▶ TRY IT: Give the records again exactly as written. Leave out the pictures.

BEGIN DATASET RECORDS

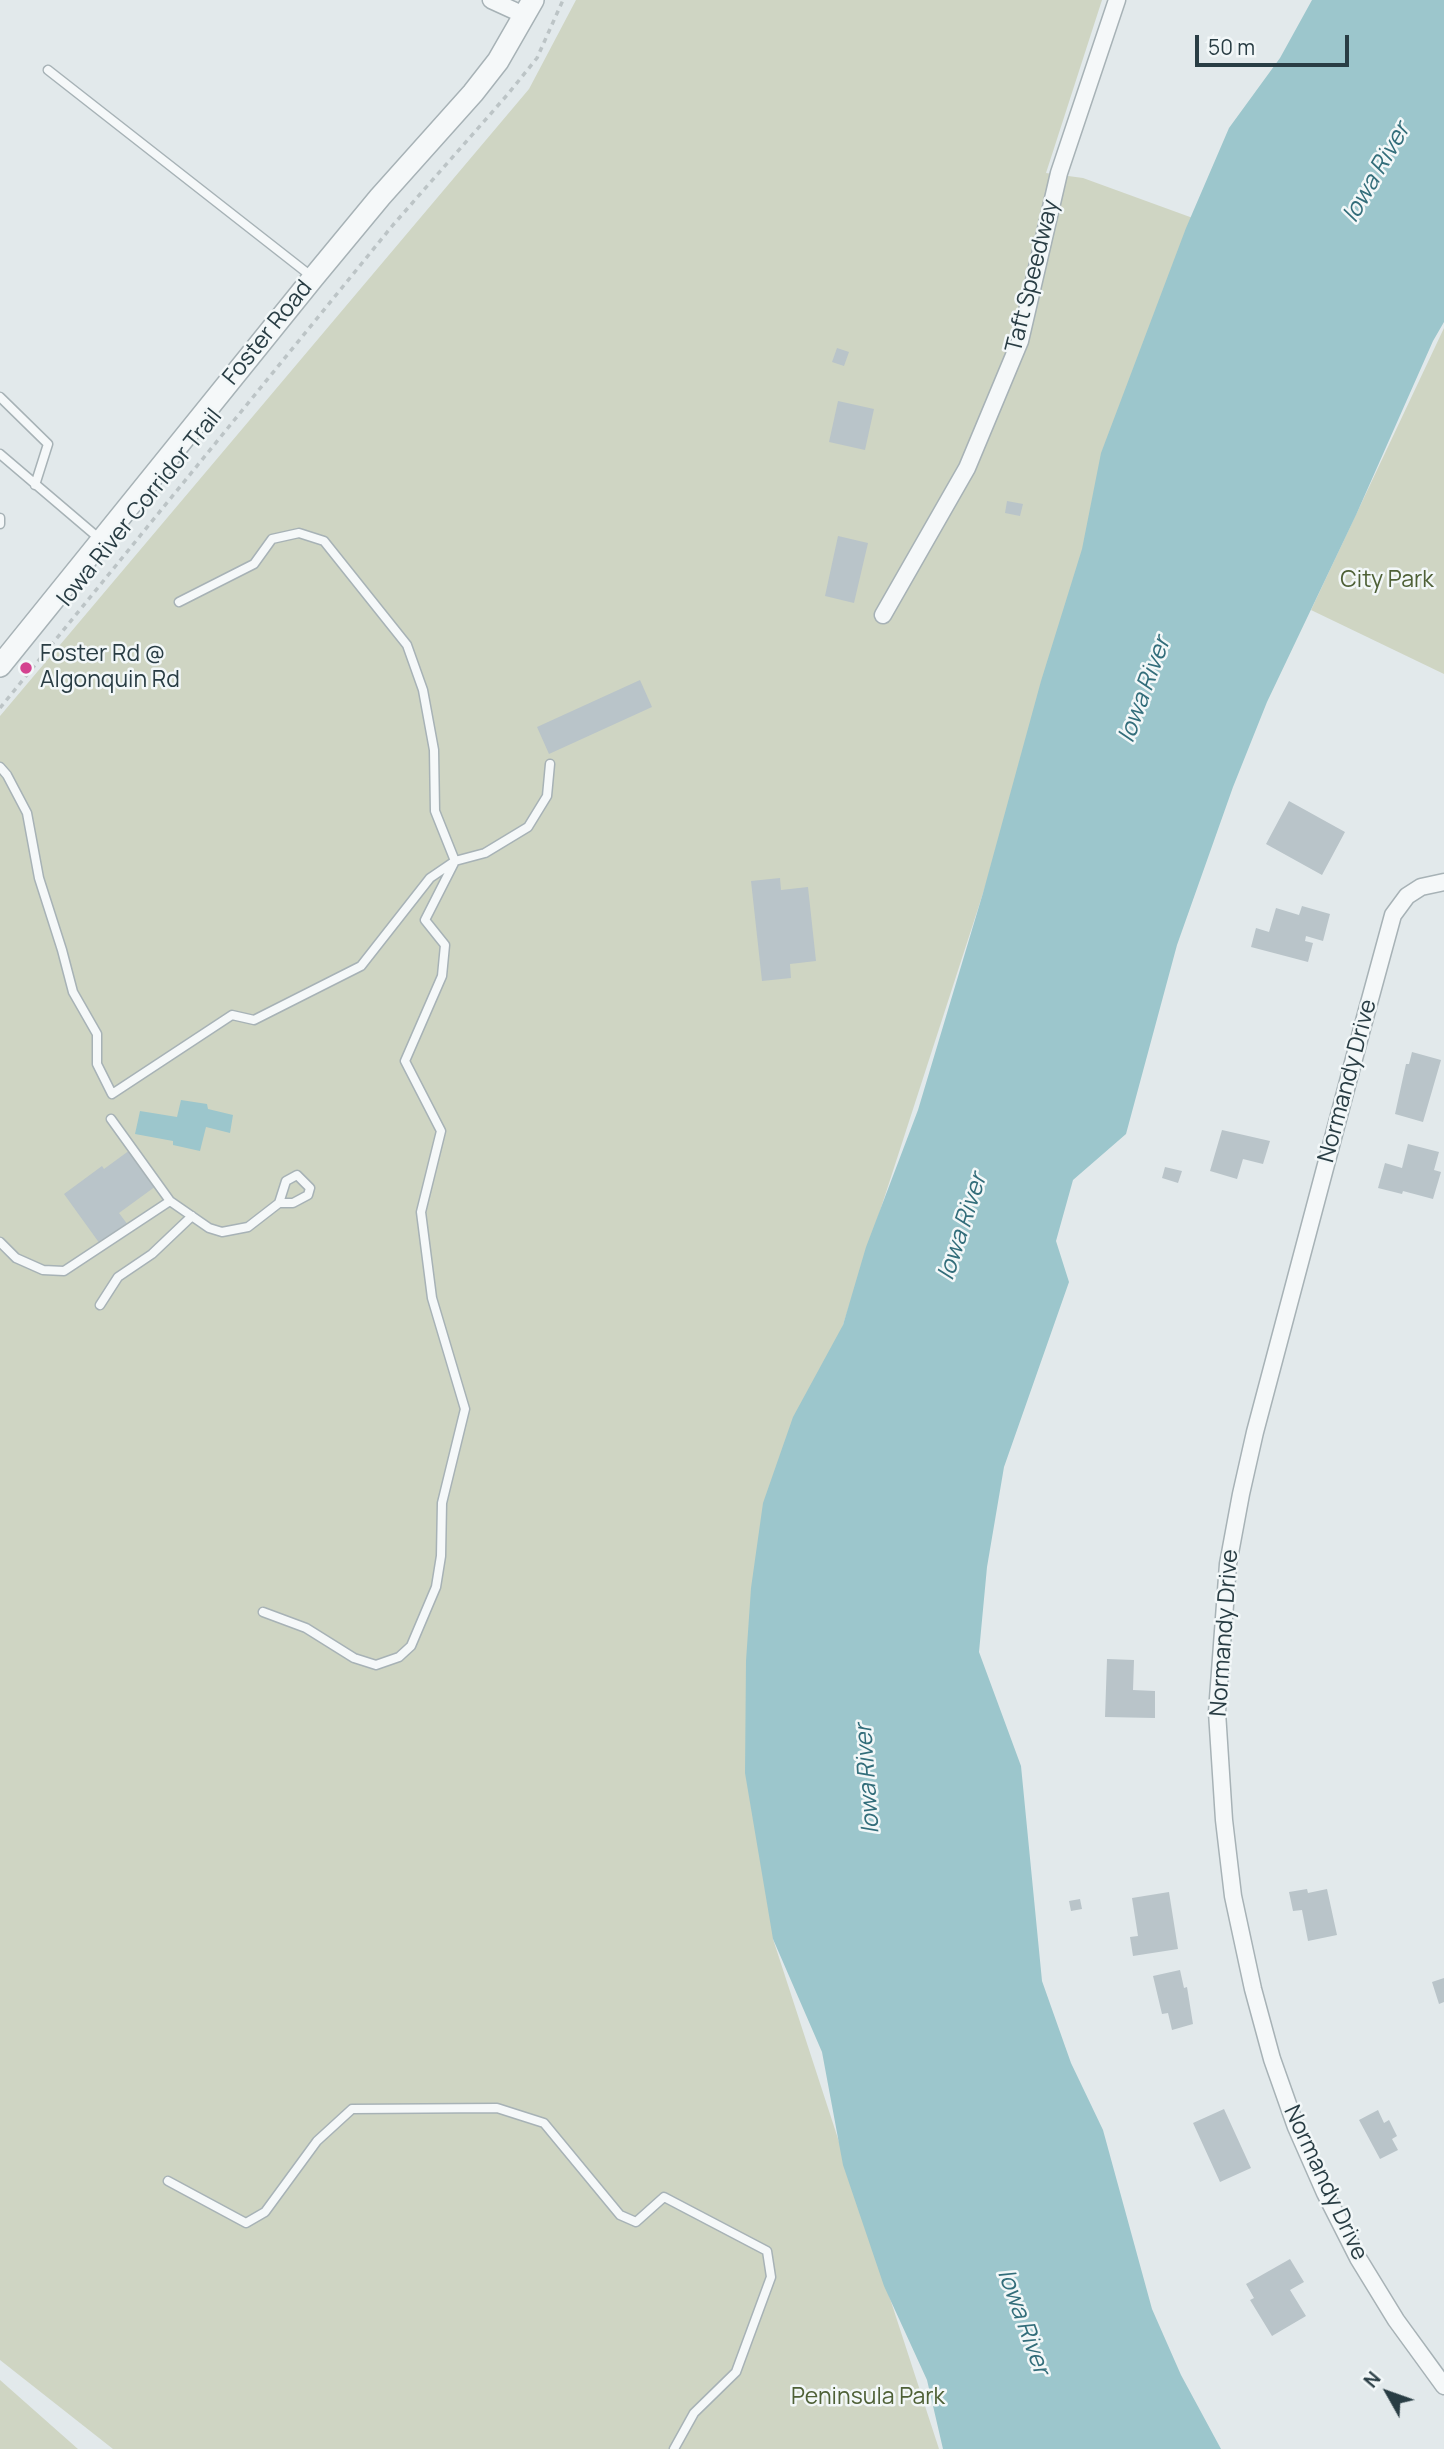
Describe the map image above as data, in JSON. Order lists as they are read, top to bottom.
{
  "streets": {
    "street": ["Taft Speedway", "Foster Road", "Normandy Drive"],
    "path": ["Iowa River Corridor Trail"]
  },
  "water": ["Iowa River"],
  "parks": ["City Park", "Peninsula Park"],
  "places": ["Foster Rd @ Algonquin Rd"],
  "scale_bar": "50 m",
  "north": "top left"
}
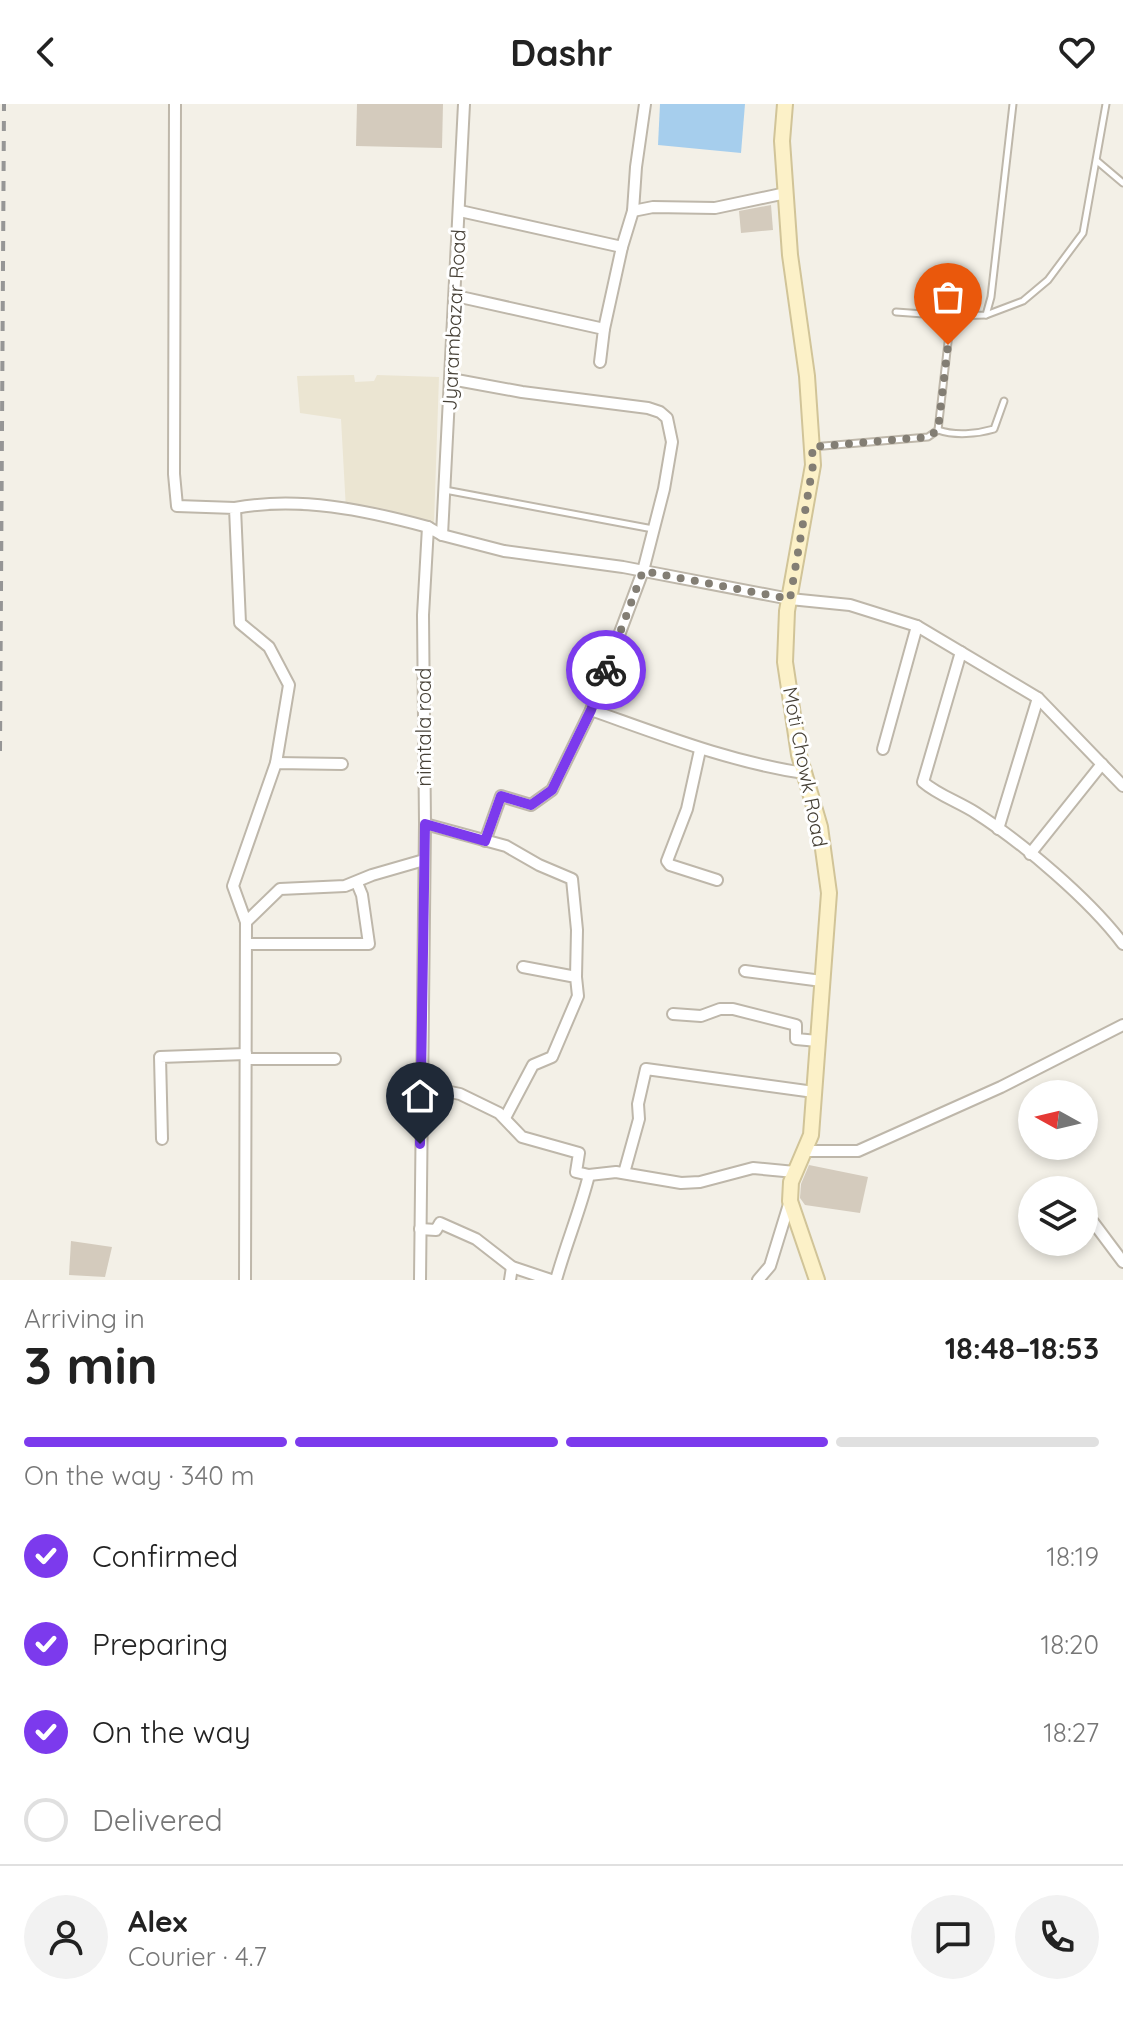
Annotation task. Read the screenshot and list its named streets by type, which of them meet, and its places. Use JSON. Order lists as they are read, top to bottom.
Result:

END DATASET RECORDS

▶ FINISHED EXERCISE:
Describe the map image above as data, in JSON. Order lists as they are read, top to bottom.
{
  "streets": {
    "street": ["Taft Speedway", "Foster Road", "Normandy Drive"],
    "path": ["Iowa River Corridor Trail"]
  },
  "water": ["Iowa River"],
  "parks": ["City Park", "Peninsula Park"],
  "places": ["Foster Rd @ Algonquin Rd"],
  "scale_bar": "50 m",
  "north": "top left"
}
Annotation task. Read the screenshot and list its named streets by type, which of them meet, and its places. Use JSON. Order lists as they are read, top to bottom.
Result:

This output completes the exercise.